At first, she had found Rukmini’s endless opinions and curiosity overbearing, in part because she had assumed these qualities were exclusive to people in their twenties. But Rukmini had managed to preserve these qualities into her thirties. Rukmini made her reflect on how much she missed not always feeling right or sure, how uncertainty was a gift that could lead to adventure or an opportunity to discover something new. Like when Rukmini suggested they try eating at the restaurant without lights or riding the Zipper at the Ex — both of which Neela thought she would hate and actually, astonishingly, enjoyed.
“Didn’t expect to see a piano onstage,” Rukmini noted, after they secured their spot, standing two rows of people away from the stage.
“Me neither. Opening act?” Neela tried not to observe the stage too closely to supress the ache she often felt when she went to shows, wishing she was on it.
“There isn’t one, I checked. Do you play?”
“Piano? Never live. That’s
Kasi’s domain. It’s more of a writing tool for me.” She also avoided the piano’s gaze to supress the ache she felt from being unable to write songs lately.
“Hmm.”
“Sometimes I challenge myself to compose with other instruments, but the piano is always the origin. Home.” The ache stirred. She clasped her chest.
“That’s an interesting word choice,” Rukmini said.
“Which?”
“Home. I can totally imagine you living inside a piano.”
Rukmini turned her back to the stage and stretched her phone out in front of her.
“Would you come visit?” Neela asked and also shifted around, recognizing the selfie-time cue. Rukmini propped her head on Neela’s shoulder and adjusted her arm until the piano was visible behind them.
“Obviously!”
She tried to imagine herself opening a piano lid and crawling in to sleep every night. Others tended to see her solitude as a deficiency, exemplified by the inevitable question, “Are you seeing anyone?” But Rukmini’s ability to envision her living in a piano made Neela feel as though she saw the richness in her reclusiveness and her partnership with music.
“What would you do if Kasi came out and was their piano player tonight?”
“That would be the best surprise ever.”
“Right? She’d destroy that thing,” Rukmini said and chugged her beer.
“I always forget that you saw her at my show. I should introduce you two. You would like each other.” Neela added this to her internal task list.

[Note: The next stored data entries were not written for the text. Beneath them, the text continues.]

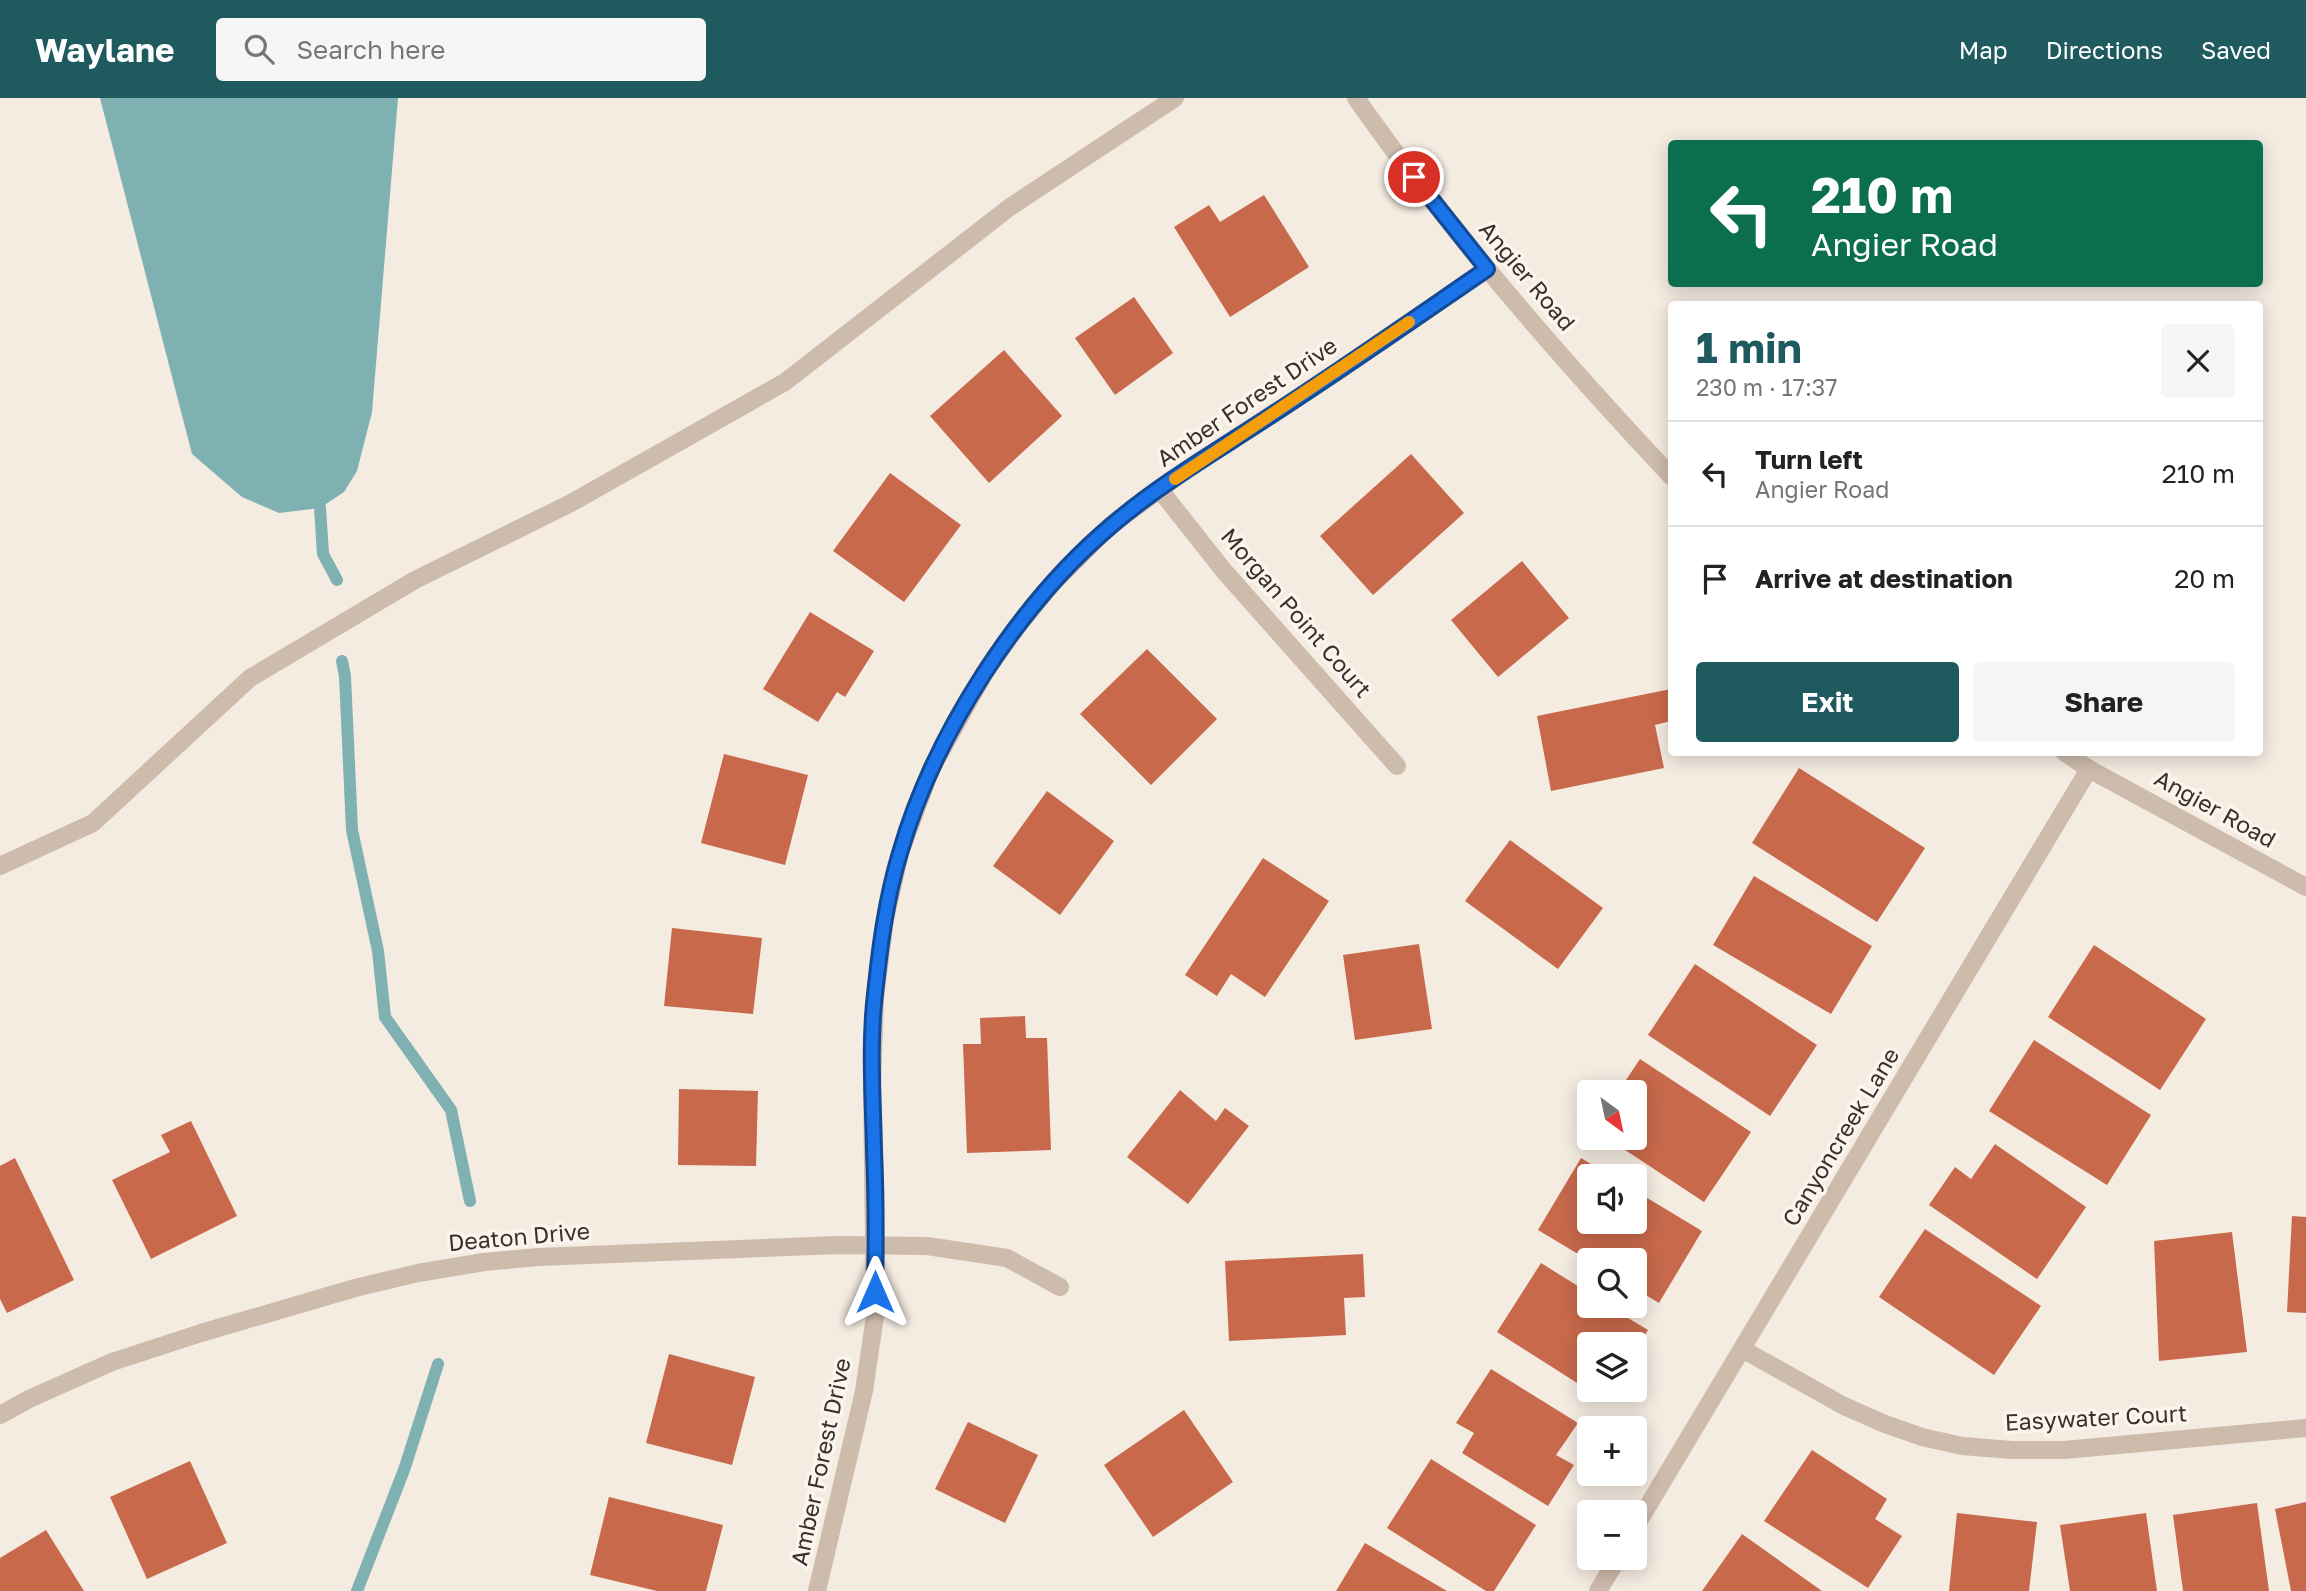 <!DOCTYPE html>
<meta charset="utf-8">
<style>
:root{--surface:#fff;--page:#f6f6f6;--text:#222;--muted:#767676;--line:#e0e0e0;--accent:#1f5a5e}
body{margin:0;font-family:"Golos Text",sans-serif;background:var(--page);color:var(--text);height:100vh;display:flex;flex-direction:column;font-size:26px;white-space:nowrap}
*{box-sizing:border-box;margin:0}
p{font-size:23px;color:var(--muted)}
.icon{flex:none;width:38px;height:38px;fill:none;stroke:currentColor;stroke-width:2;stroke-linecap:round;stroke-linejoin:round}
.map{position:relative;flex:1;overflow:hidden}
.details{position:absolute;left:1668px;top:203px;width:595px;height:455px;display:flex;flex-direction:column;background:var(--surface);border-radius:7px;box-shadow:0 4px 18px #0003}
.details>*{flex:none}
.hud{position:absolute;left:1668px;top:42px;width:595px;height:147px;border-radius:7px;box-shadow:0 4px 18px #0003;background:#0b6e4f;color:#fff;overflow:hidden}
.needle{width:46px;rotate:147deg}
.buttons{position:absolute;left:1577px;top:982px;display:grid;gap:14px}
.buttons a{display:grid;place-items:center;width:70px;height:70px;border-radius:7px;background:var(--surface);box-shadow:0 4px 18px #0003;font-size:35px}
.pin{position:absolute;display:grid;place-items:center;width:60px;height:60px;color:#fff;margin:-30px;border:4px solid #fff;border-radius:50%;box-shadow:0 2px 7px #0007}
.me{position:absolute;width:77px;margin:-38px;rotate:0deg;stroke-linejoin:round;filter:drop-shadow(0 0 5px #0008)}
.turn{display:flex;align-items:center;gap:24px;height:147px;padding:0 28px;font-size:32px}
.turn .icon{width:91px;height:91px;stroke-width:2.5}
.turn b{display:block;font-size:49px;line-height:60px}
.round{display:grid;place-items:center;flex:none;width:74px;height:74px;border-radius:7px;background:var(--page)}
.summary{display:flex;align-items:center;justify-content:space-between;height:119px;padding:0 28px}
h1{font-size:42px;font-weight:700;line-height:52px;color:var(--accent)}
.action{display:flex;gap:14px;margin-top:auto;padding:14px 28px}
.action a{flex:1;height:80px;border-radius:7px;background:var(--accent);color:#fff;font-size:28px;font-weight:700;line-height:80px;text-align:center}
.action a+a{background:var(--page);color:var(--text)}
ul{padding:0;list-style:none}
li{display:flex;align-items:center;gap:21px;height:105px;padding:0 28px;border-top:2px solid var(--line)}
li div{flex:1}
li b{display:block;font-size:26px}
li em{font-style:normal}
header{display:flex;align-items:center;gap:42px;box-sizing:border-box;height:98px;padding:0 35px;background:var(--accent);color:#fff}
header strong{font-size:33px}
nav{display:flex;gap:38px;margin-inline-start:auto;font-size:24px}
.search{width:490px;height:63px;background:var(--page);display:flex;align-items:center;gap:18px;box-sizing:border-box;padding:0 24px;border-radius:7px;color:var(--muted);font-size:26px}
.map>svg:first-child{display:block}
.water{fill:#7fb0b2}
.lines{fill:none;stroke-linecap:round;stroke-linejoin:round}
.stream{stroke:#7fb0b2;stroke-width:12}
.building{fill:#c8694b}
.minor{stroke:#cdbbac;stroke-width:18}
.route-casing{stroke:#114b97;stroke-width:18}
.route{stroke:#1a73e8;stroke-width:12}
.slow{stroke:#f59e0b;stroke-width:12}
.labels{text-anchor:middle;stroke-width:7;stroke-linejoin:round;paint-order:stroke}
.street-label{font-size:23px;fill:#3b302b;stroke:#fbf5ee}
</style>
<header>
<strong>Waylane</strong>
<div class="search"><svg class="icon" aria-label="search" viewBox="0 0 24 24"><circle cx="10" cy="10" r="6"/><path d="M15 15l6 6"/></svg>Search here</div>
<nav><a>Map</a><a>Directions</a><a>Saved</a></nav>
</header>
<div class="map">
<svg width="2306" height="1493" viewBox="0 0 2306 1493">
<rect width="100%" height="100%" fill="#f4ebe1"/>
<!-- water -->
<polygon class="water" points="100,0 398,0 372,314 357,373 344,394 320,410 279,415 242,399 192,356"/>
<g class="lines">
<!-- stream -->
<g class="stream">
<polyline points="315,397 320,410 323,456 337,482"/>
<polyline points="342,563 345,578 352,732 378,853 385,919 451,1012 470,1103"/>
<polyline points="357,1493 404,1372 438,1266"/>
</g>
</g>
<!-- building -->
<g class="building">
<polygon points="1264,97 1309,169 1230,219 1174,129 1209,107 1220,124"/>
<polygon points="1134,199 1173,255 1115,297 1075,240"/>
<polygon points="1004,252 1062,318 989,385 930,318"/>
<polygon points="1411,356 1464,415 1373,497 1320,438"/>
<polygon points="890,375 961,427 904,504 833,453"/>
<polygon points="1522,463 1569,520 1498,579 1451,522"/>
<polygon points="810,514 874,553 845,599 837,594 818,624 763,591"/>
<polygon points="1147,551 1217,621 1151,687 1080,616"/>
<polygon points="1671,591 1671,623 1655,627 1664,670 1551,693 1537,618"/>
<polygon points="724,656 808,677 785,767 701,745"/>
<polygon points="1799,670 1925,750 1877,824 1752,745"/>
<polygon points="1047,693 1114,743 1060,817 993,768"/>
<polygon points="1510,742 1603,810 1558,871 1465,803"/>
<polygon points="1263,760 1329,803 1265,899 1231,876 1217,898 1185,877"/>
<polygon points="1754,778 1872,848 1831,916 1713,847"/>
<polygon points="672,830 762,840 753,916 664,908"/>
<polygon points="1419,846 1432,931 1355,942 1343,857"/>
<polygon points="2094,847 2206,921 2160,992 2048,919"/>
<polygon points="1695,866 1817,947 1770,1018 1648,937"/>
<polygon points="1025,918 1026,940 1047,940 1051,1052 967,1055 963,946 981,946 980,920"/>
<polygon points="2034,942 2151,1017 2107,1087 1989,1013"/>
<polygon points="1640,961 1751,1034 1704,1104 1607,1040 1634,1040 1634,994 1618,994"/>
<polygon points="679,991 758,993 756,1068 678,1067"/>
<polygon points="1180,992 1216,1023 1225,1010 1249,1028 1188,1106 1127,1059"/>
<polygon points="191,1023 237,1118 151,1161 112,1082 170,1054 161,1037"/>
<polygon points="1995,1046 2086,1109 2037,1181 1929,1107 1955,1069 1971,1081"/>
<polygon points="15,1060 74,1182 7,1215 0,1201 0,1068"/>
<polygon points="1581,1060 1611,1078 1589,1078 1589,1124 1634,1124 1634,1092 1702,1133 1659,1205 1634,1190 1634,1162 1588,1162 1538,1132"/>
<polygon points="2292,1118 2306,1119 2306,1215 2287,1214"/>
<polygon points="1925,1131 2041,1208 1994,1277 1879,1199"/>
<polygon points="2232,1134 2247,1254 2159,1263 2154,1143"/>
<polygon points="1363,1156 1365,1199 1344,1200 1346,1237 1229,1243 1225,1163"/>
<polygon points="1541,1165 1589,1195 1589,1208 1608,1208 1648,1232 1634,1254 1634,1246 1589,1246 1589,1292 1611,1292 1604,1302 1497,1234"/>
<polygon points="669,1256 755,1279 732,1367 646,1345"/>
<polygon points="1491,1271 1578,1325 1556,1357 1574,1367 1548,1408 1462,1355 1474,1335 1456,1325"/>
<polygon points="1184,1312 1233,1384 1153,1439 1104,1367"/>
<polygon points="968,1324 1038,1357 1005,1425 935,1391"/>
<polygon points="1812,1352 1887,1401 1875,1421 1902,1438 1868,1490 1764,1423"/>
<polygon points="1431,1361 1536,1427 1494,1493 1486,1493 1387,1430"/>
<polygon points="190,1363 227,1445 147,1481 110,1399"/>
<polygon points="609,1399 723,1427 706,1493 657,1493 590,1477"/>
<polygon points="2306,1404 2306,1493 2291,1493 2275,1411"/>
<polygon points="2257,1405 2269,1493 2183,1493 2173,1417"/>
<polygon points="1957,1415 2037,1424 2029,1493 1949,1493"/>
<polygon points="2146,1415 2157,1493 2070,1493 2060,1427"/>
<polygon points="46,1432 84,1493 0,1493 0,1460"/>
<polygon points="1742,1436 1822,1493 1702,1493"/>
<polygon points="1365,1445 1447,1493 1336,1493"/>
</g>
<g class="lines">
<!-- minor -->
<g class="minor">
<path d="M1356 0C1450 134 1559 259 1671 378"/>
<polyline points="1160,392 1224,473 1397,668"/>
<polyline points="2064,654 2089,671 2306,789"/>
<polyline points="0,768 93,725 250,580 415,482 571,405 785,284 1010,109 1175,0"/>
<polyline points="1742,1251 1844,1308 1885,1326 1922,1339 1962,1348 2012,1352 2064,1352 2306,1330"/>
<polyline points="0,1317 29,1301 112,1264 201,1235 355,1190 418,1175 484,1164 539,1159 838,1147 927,1148 1007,1160 1060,1189"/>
<polyline points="1634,1431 2089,671"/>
<polyline points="817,1493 864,1293 875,1218 872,990 875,899 885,821 900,755 931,671 985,574 1017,529 1052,486 1111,427 1188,371 1334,276 1487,171"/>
<polyline points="1598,1493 1618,1460"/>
</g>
</g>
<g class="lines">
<!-- route casing -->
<g class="route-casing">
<path id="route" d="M875 1194C876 1147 876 1099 874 1052 873 1000 869 947 875 896 880 849 886 801 900 755 934 637 1018 506 1112 427 1160 386 1215 354 1267 320 1341 272 1414 221 1487 171L1414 79"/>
</g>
<!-- route -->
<use href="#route" class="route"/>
<!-- slow -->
<polyline class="slow" points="1175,381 1409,224"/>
</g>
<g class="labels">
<!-- street labels -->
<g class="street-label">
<text transform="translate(1527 178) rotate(50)" y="8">Angier Road</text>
<text transform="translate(1247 304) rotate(-34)" y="8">Amber Forest Drive</text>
<text transform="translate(1296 515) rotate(49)" y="8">Morgan Point Court</text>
<text transform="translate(2215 711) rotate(29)" y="8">Angier Road</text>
<text transform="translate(1841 1039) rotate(-59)" y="8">Canyoncreek Lane</text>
<text transform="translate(519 1139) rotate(-5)" y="8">Deaton Drive</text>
<text transform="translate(2096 1320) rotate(-3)" y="8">Easywater Court</text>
<text transform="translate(821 1364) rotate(-78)" y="8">Amber Forest Drive</text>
</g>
</g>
</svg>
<div class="buttons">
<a><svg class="needle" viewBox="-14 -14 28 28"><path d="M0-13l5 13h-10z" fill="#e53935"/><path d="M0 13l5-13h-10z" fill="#767676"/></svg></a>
<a><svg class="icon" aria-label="sound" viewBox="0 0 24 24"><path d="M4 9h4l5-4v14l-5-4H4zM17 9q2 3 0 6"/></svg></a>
<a><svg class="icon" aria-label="search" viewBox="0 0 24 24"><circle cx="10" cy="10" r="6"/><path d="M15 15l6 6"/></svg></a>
<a><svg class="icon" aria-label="layers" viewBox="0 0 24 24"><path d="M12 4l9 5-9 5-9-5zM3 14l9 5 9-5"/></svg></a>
<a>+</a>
<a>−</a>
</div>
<div class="pin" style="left:1414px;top:79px;background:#d93025"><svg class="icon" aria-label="arrive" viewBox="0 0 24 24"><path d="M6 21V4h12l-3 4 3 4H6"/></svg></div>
<svg class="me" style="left:875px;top:1194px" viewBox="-20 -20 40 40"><path d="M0-17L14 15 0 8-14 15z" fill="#1a73e8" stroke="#fff" stroke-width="4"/></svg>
<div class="hud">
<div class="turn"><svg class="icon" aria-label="left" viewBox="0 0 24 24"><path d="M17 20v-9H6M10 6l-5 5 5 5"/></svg><div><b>210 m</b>Angier Road</div></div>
</div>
<section class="details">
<div class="summary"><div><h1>1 min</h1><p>230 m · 17:37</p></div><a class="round"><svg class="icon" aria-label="close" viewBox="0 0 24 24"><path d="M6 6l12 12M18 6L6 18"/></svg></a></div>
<ul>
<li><svg class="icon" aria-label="left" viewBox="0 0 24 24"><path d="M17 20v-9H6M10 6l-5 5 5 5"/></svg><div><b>Turn left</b><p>Angier Road</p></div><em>210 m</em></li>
<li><svg class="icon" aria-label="arrive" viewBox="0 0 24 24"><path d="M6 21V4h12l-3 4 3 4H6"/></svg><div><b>Arrive at destination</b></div><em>20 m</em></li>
</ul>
<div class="action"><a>Exit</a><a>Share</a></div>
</section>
</div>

“I’d love that. Hey, how about Home Keys?” Rukmini suggested, jingling imaginary house keys with her hand.
At some point in every conversation, and always at Rukmini’s instigation, they would resume brainstorming names for their hypothetical band. She had wondered if Rukmini was joking about the band when they first met, but she brought it up every time they were together. Sometimes this name game would last an hour, and even though Neela wasn’t convinced about the idea of forming a duo, she was surprised that she never tired of it.